A3 — Integration & Production
← A2 — CLI Workflow Patterns · Track A: CLI Power User — Stop 3 (final)
⏱ Time estimate: 1-2 weeks (~8-15 hours)
📋 Chapter structure: Learning goals → Entry conditions → Required reading → Hands-on exercises → Curated Projects → Self-check 🔑 Key terms (used in this chapter):
- Required here: MCP (connect CLI to external data / tools), CI (run checks automatically on every push)

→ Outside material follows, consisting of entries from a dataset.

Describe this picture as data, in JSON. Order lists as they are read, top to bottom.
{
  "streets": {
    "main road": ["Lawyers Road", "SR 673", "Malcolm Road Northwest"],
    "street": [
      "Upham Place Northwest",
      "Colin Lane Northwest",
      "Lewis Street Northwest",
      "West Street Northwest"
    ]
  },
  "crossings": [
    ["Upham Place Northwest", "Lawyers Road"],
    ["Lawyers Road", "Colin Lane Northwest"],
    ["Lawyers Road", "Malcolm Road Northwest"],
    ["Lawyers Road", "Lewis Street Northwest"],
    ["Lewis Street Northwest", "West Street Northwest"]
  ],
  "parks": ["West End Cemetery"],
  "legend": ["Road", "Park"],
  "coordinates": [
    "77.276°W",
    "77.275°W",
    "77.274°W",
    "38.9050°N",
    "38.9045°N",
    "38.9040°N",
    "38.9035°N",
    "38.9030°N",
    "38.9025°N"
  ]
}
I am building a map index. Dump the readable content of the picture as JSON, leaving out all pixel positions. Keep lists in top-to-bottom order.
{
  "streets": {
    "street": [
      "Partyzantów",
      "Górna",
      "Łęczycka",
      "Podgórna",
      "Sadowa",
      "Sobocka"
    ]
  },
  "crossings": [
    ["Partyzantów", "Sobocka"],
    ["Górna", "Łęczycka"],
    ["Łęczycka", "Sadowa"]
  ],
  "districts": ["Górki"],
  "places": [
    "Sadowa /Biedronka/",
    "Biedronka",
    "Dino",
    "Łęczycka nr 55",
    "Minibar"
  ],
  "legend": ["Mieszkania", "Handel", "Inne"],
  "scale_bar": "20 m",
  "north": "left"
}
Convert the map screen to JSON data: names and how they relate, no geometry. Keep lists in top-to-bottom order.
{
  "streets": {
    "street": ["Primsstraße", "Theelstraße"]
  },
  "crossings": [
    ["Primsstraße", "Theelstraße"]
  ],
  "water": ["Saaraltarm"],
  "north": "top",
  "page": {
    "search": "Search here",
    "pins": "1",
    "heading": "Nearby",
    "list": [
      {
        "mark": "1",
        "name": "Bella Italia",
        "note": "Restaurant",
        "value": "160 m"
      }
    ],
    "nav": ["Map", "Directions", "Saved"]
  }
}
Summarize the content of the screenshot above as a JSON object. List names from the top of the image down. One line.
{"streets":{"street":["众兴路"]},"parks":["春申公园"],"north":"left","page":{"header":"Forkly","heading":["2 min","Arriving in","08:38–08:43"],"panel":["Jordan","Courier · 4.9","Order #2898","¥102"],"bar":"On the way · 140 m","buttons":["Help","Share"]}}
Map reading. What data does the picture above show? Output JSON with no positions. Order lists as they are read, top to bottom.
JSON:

- Further-reading terms: observability (trace CLI behavior), eval (measure CLI quality), prompt caching (reduce repeated-context cost), cost tracking (record token spend)
Full definitions:
resources/glossary.en.md5 + 6
After your CLI runs smoothly, the next step is to wire the CLI into your real team workflow. This stop does 3 things:
- Tool connection — MCP servers connect the CLI to Slack / Gmail / your internal API
- Automated checks — CI (GitHub Actions) runs CLI review on every PR
- Cost and logs — observability tools track cost / latency for each task
After this stop, the CLI is no longer just your personal tool — it's part of your team's workflow.
📌 Learning Goals
- Connect 1-3 MCP servers to your CLI (Slack / Gmail / internal API / DB)
- Set up GitHub Actions to auto-run Claude Code (PR review, release notes, etc.)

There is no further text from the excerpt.